**Stored entries**
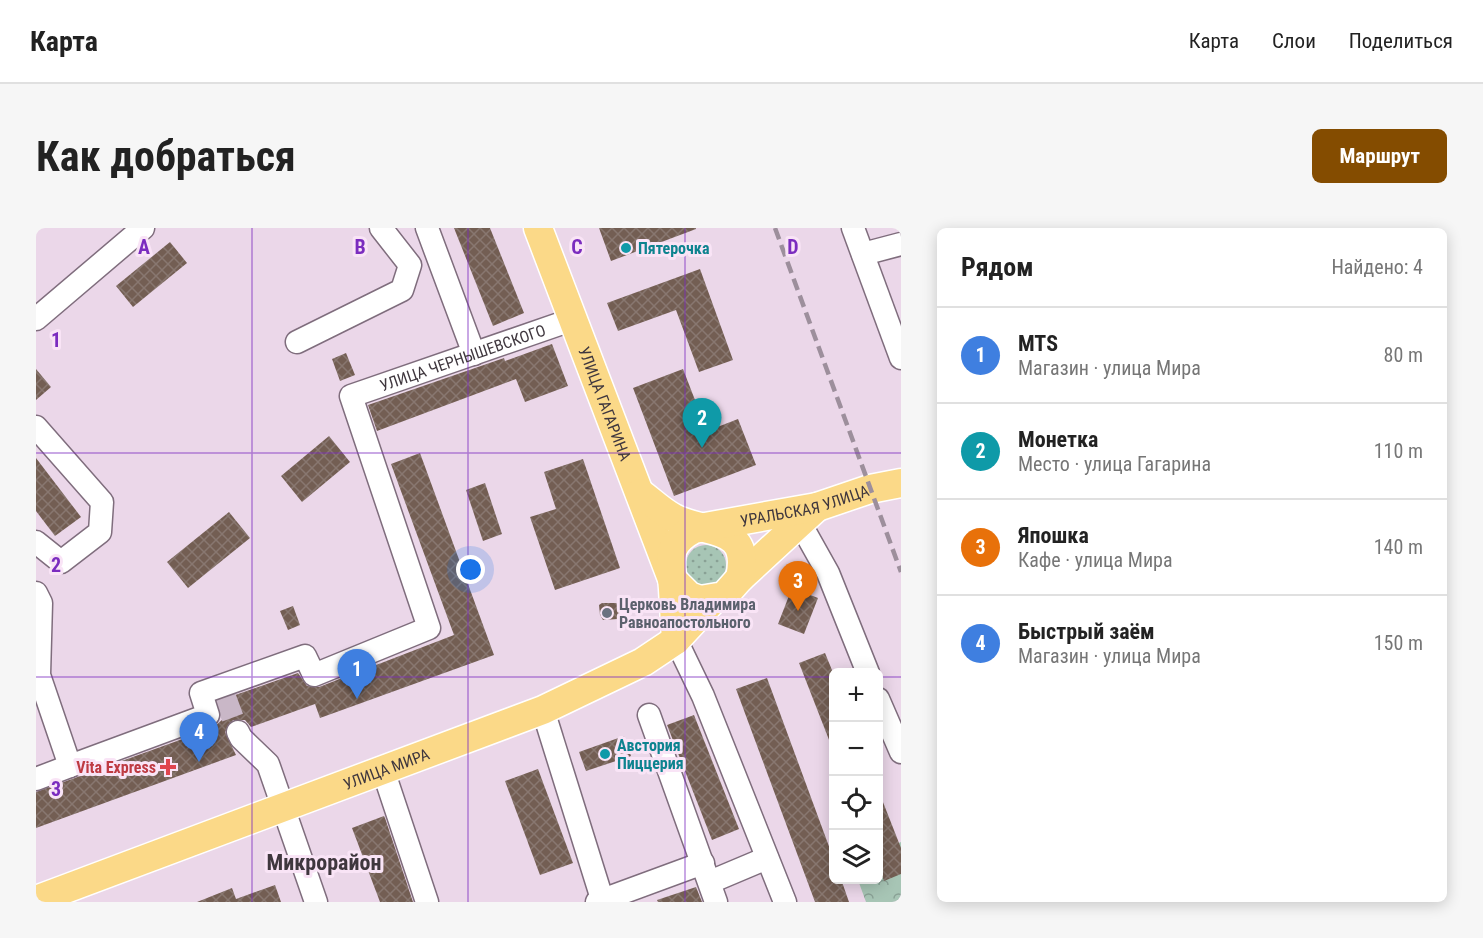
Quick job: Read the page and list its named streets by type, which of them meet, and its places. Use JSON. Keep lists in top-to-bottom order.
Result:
{
  "streets": {
    "main road": ["УЛИЦА ГАГАРИНА", "УРАЛЬСКАЯ УЛИЦА", "УЛИЦА МИРА"],
    "street": ["УЛИЦА ЧЕРНЫШЕВСКОГО"]
  },
  "crossings": [
    ["УЛИЦА ЧЕРНЫШЕВСКОГО", "УЛИЦА ГАГАРИНА"],
    ["УЛИЦА ГАГАРИНА", "УРАЛЬСКАЯ УЛИЦА"],
    ["УЛИЦА ГАГАРИНА", "УЛИЦА МИРА"],
    ["УРАЛЬСКАЯ УЛИЦА", "УЛИЦА МИРА"]
  ],
  "districts": ["Микрорайон"],
  "places": {
    "other": ["Пятерочка", "Церковь Владимира Равноапостольного", "Австория Пиццерия"],
    "health": ["Vita Express"]
  },
  "page": {
    "header": "Карта",
    "nav": ["Карта", "Слои", "Поделиться"],
    "buttons": "Маршрут",
    "title": "Как добраться",
    "heading": ["Рядом", "Найдено: 4"],
    "list": [
      {
        "mark": "1",
        "name": "MTS",
        "note": "Магазин · улица Мира",
        "value": "80 m"
      },
      {
        "mark": "2",
        "name": "Монетка",
        "note": "Место · улица Гагарина",
        "value": "110 m"
      },
      {
        "mark": "3",
        "name": "Япошка",
        "note": "Кафе · улица Мира",
        "value": "140 m"
      },
      {
        "mark": "4",
        "name": "Быстрый заём",
        "note": "Магазин · улица Мира",
        "value": "150 m"
      }
    ],
    "pins": [
      "2",
      "3",
      "1",
      "4"
    ],
    "map_buttons": ["+", "−"]
  },
  "grid": {
    "columns": [
      "A",
      "B",
      "C",
      "D"
    ],
    "rows": ["1", "2", "3"]
  }
}
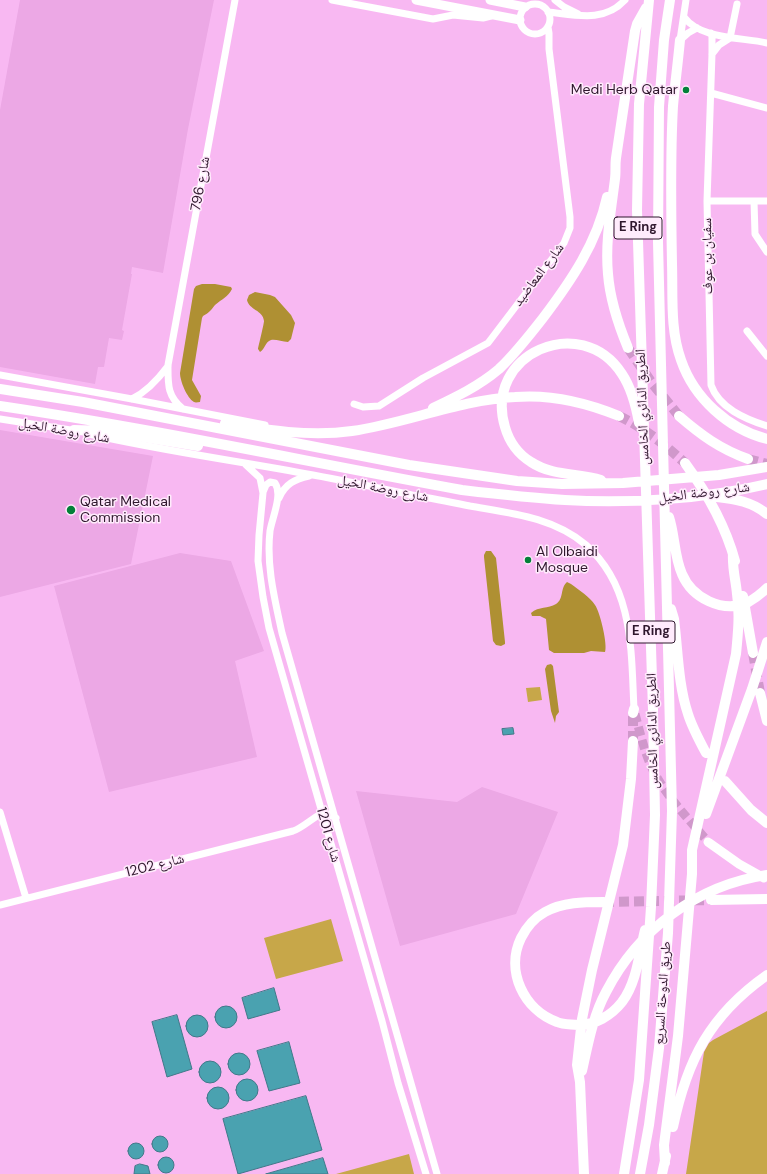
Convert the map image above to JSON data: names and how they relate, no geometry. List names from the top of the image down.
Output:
{
  "streets": {
    "highway": [
      "E Ring",
      "الطريق الدائري الخامس",
      "شارع روضة الخيل",
      "طريق الدوحة السريع"
    ],
    "street": [
      "شارع 796",
      "سفيان بن عوف",
      "شارع المعاضيد",
      "شارع 1201",
      "شارع 1202"
    ]
  },
  "crossings": [
    ["الطريق الدائري الخامس", "طريق الدوحة السريع"],
    ["شارع روضة الخيل", "شارع 1201"],
    ["شارع 1201", "شارع 1202"]
  ],
  "places": ["Medi Herb Qatar", "Qatar Medical Commission", "Al Olbaidi Mosque"]
}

**Problem statement**
Your copy should match the records word for word, with the pictures removed.

**Result for this task**
Quick job: Read the page and list its named streets by type, which of them meet, and its places. Use JSON. Keep lists in top-to-bottom order.
Result:
{
  "streets": {
    "main road": ["УЛИЦА ГАГАРИНА", "УРАЛЬСКАЯ УЛИЦА", "УЛИЦА МИРА"],
    "street": ["УЛИЦА ЧЕРНЫШЕВСКОГО"]
  },
  "crossings": [
    ["УЛИЦА ЧЕРНЫШЕВСКОГО", "УЛИЦА ГАГАРИНА"],
    ["УЛИЦА ГАГАРИНА", "УРАЛЬСКАЯ УЛИЦА"],
    ["УЛИЦА ГАГАРИНА", "УЛИЦА МИРА"],
    ["УРАЛЬСКАЯ УЛИЦА", "УЛИЦА МИРА"]
  ],
  "districts": ["Микрорайон"],
  "places": {
    "other": ["Пятерочка", "Церковь Владимира Равноапостольного", "Австория Пиццерия"],
    "health": ["Vita Express"]
  },
  "page": {
    "header": "Карта",
    "nav": ["Карта", "Слои", "Поделиться"],
    "buttons": "Маршрут",
    "title": "Как добраться",
    "heading": ["Рядом", "Найдено: 4"],
    "list": [
      {
        "mark": "1",
        "name": "MTS",
        "note": "Магазин · улица Мира",
        "value": "80 m"
      },
      {
        "mark": "2",
        "name": "Монетка",
        "note": "Место · улица Гагарина",
        "value": "110 m"
      },
      {
        "mark": "3",
        "name": "Япошка",
        "note": "Кафе · улица Мира",
        "value": "140 m"
      },
      {
        "mark": "4",
        "name": "Быстрый заём",
        "note": "Магазин · улица Мира",
        "value": "150 m"
      }
    ],
    "pins": [
      "2",
      "3",
      "1",
      "4"
    ],
    "map_buttons": ["+", "−"]
  },
  "grid": {
    "columns": [
      "A",
      "B",
      "C",
      "D"
    ],
    "rows": ["1", "2", "3"]
  }
}
Convert the map image above to JSON data: names and how they relate, no geometry. List names from the top of the image down.
Output:
{
  "streets": {
    "highway": [
      "E Ring",
      "الطريق الدائري الخامس",
      "شارع روضة الخيل",
      "طريق الدوحة السريع"
    ],
    "street": [
      "شارع 796",
      "سفيان بن عوف",
      "شارع المعاضيد",
      "شارع 1201",
      "شارع 1202"
    ]
  },
  "crossings": [
    ["الطريق الدائري الخامس", "طريق الدوحة السريع"],
    ["شارع روضة الخيل", "شارع 1201"],
    ["شارع 1201", "شارع 1202"]
  ],
  "places": ["Medi Herb Qatar", "Qatar Medical Commission", "Al Olbaidi Mosque"]
}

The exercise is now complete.